The indictment is based on completely erroneous assumptions
Lawyer Gorazd Fišer, the defence lawyer of the first defendant, Branko Kastelic, presented evidence of the rise in real estate prices between 2003 and 2008, i.e. at the time when the prosecution believes the disputed deals in the Trenta case took place. According to a report by the Surveying and Mapping Authority of the Republic of Slovenia (GURS), prices rose by an average of 80 percent during this period. The biggest jumps in property values were recorded in the tourist destinations of the Gorenjska region, followed by the Coast and Ljubljana. This was particularly visible in the prices of apartments. However, the estimated values of these properties, according to the Surveying and Mapping Authority records, did not correspond to the real price of the properties on the market, as the indictment relies on the fact that the company Imos bought the former Janša estate in Trenta, i.e. Tonder’s homestead with the associated land with a total area of 15 thousand square metres, at a much higher price than the Surveying and Mapping Authority’s estimate. A review of Imos’s real estate transactions shows that during this period, both purchases and sales of real estate took place at prices with an average price multiplier of 8,15 compared to the Surveying and Mapping Authority recorded value. Thus, even land with a purchase price of, say, 100 euros per square metre in 2003 was sold a few years later for two to five times that price. However, Imos’s business philosophy at the time, as evidenced by the statements of the then-Chairman of the Supervisory Board of the company, Janez Zorman, was that Imos should also buy land on a stock basis and should act expansively, especially through acquisitions of land in attractive locations.

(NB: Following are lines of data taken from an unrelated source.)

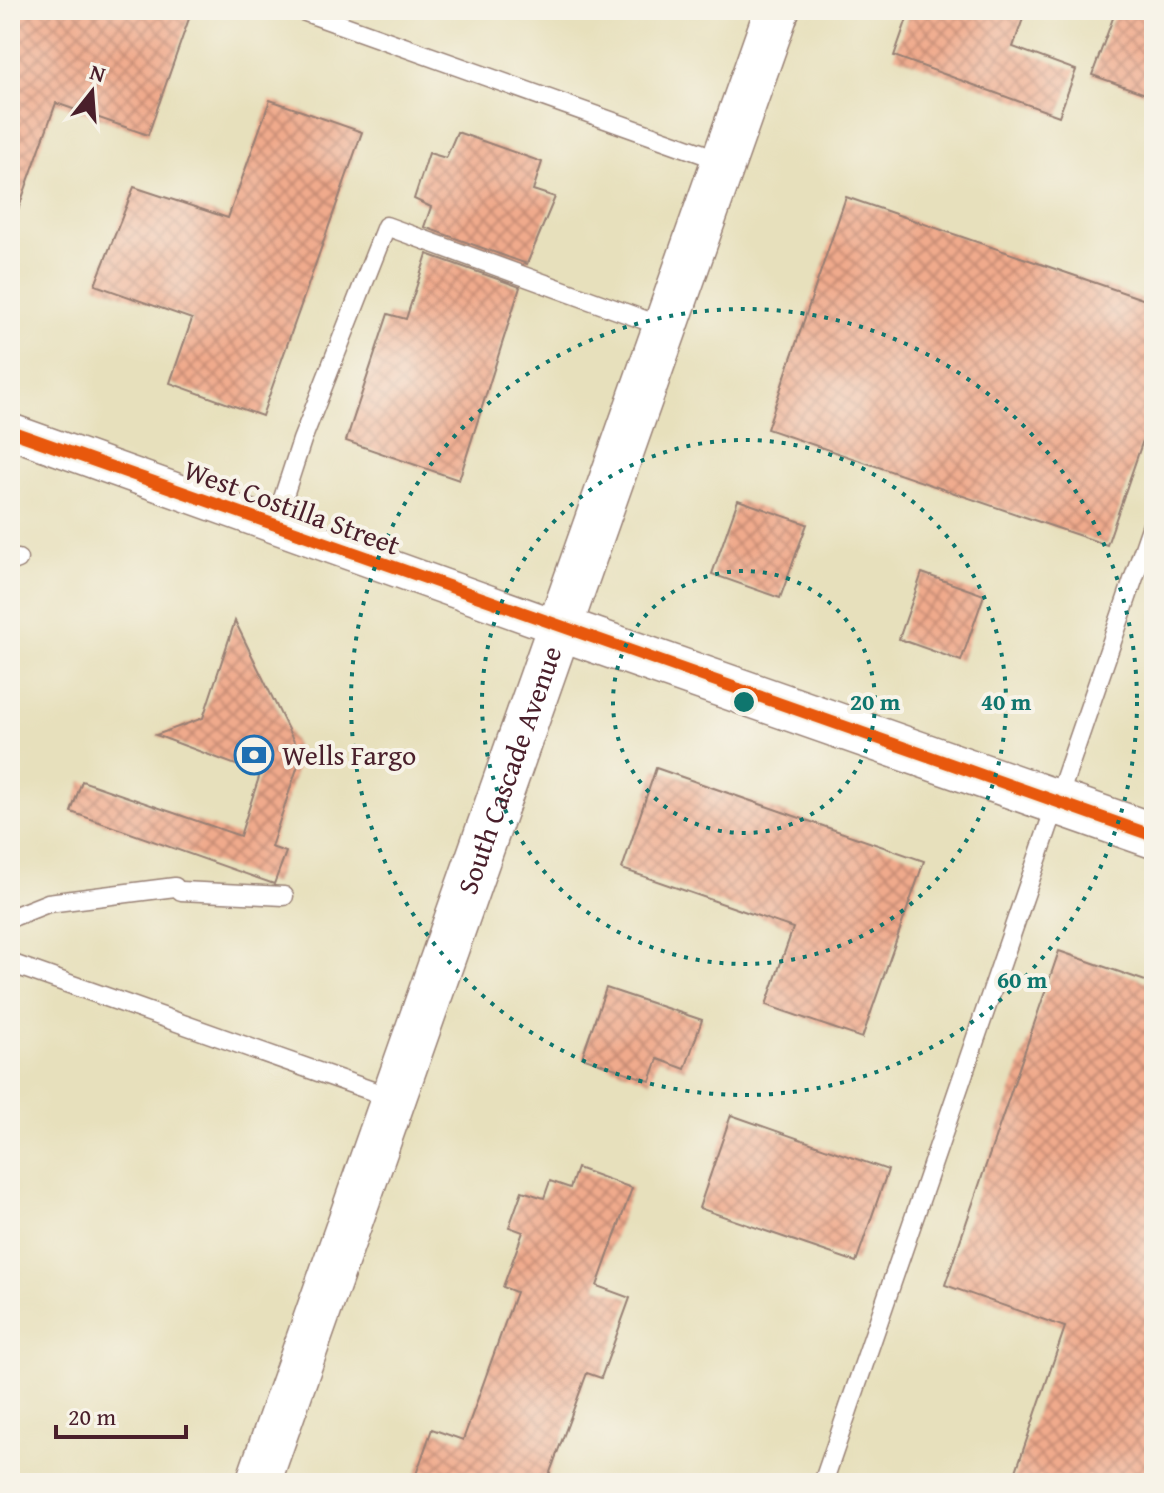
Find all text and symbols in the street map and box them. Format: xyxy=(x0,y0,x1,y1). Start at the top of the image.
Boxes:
north arrow xyxy=(52,52,132,132)
text: N xyxy=(86,55,110,90)
street label: West Costilla Street xyxy=(178,448,406,565)
street label: South Cascade Avenue xyxy=(446,640,571,899)
text: 20 m xyxy=(850,684,901,719)
text: 40 m xyxy=(981,684,1032,719)
centre of rings xyxy=(730,688,758,716)
bank icon: Wells Fargo xyxy=(233,734,275,776)
place label: Wells Fargo xyxy=(282,734,416,775)
text: 60 m xyxy=(997,962,1048,997)
scale bar xyxy=(56,1389,186,1439)
text: 20 m xyxy=(68,1399,116,1434)

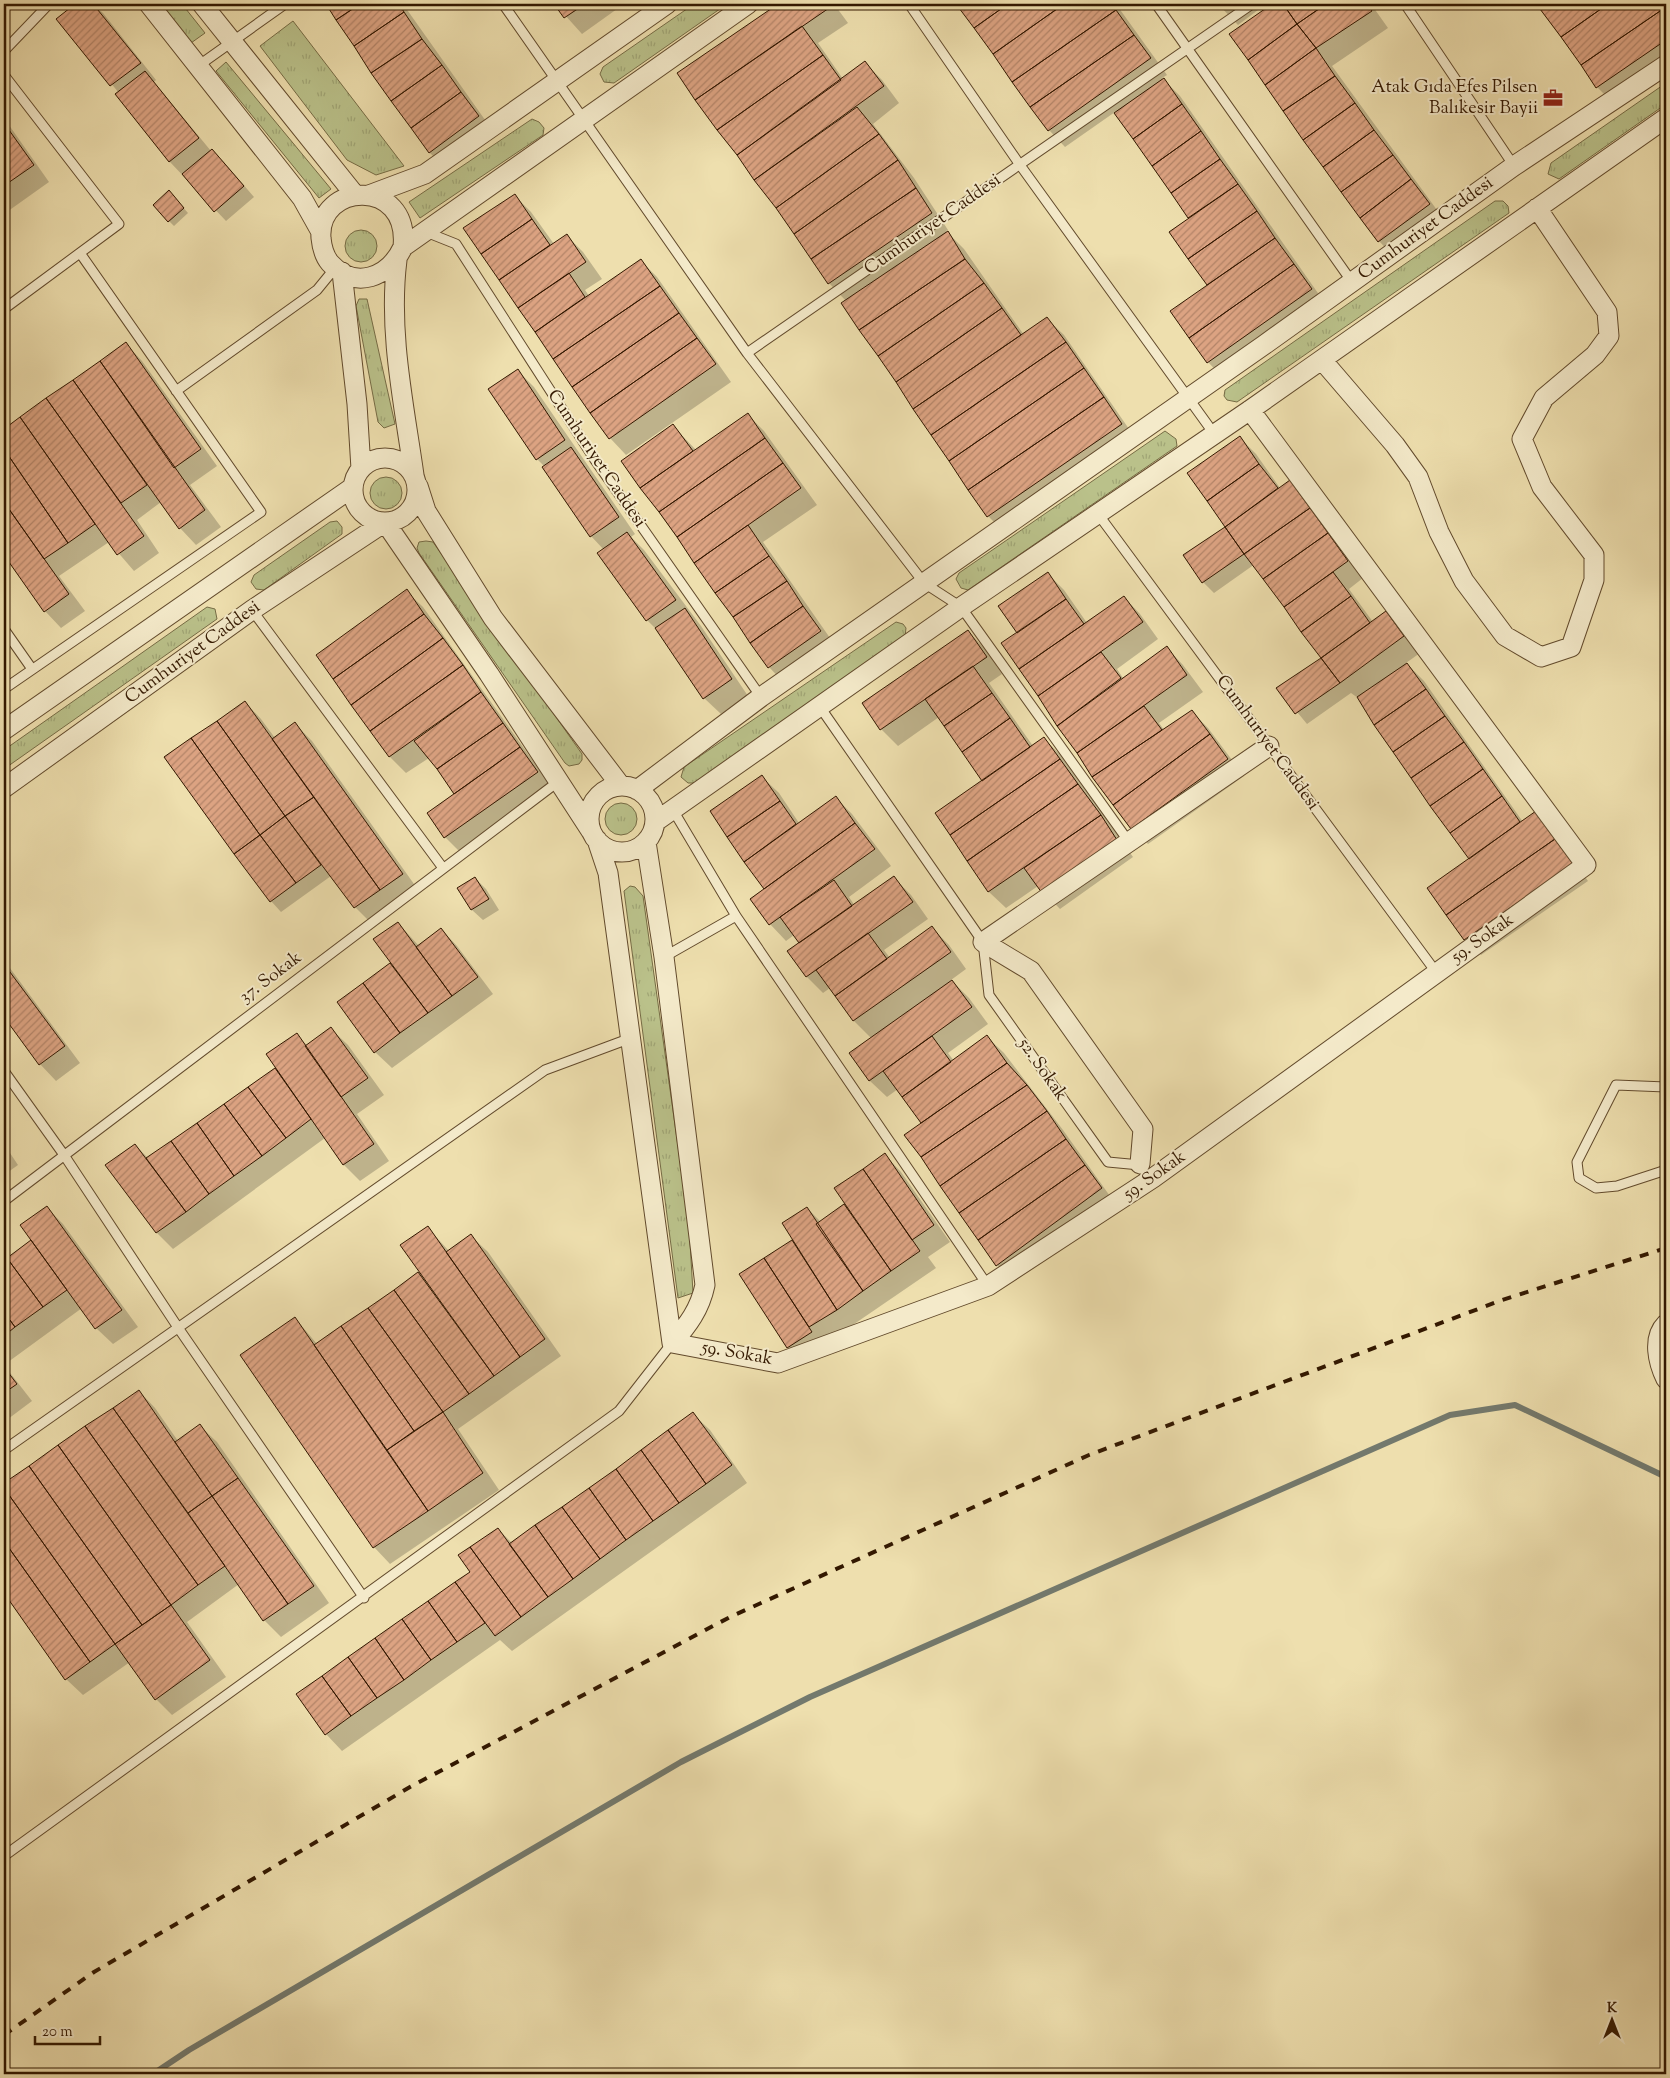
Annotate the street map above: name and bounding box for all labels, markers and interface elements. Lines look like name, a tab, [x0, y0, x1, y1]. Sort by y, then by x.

Fišer also highlighted the decision of the Court of Audit of the Republic of Slovenia, which had warned the Agricultural Land Fund of uneconomic practices, as agricultural land was uniformly valued – including those adjacent to building land. This required the Fund to lay down rules for the valuation of land prices in its rules of procedure, but the appraisers from the Sicgras company, who were asked to estimate the value of the property in question, did not take this into account in their methodology for the valuation of the former Janša estate. In addition, many plots of land that were priced at one to two euros per square metre in 2003 were priced at around 30 euros per square metre in 2019.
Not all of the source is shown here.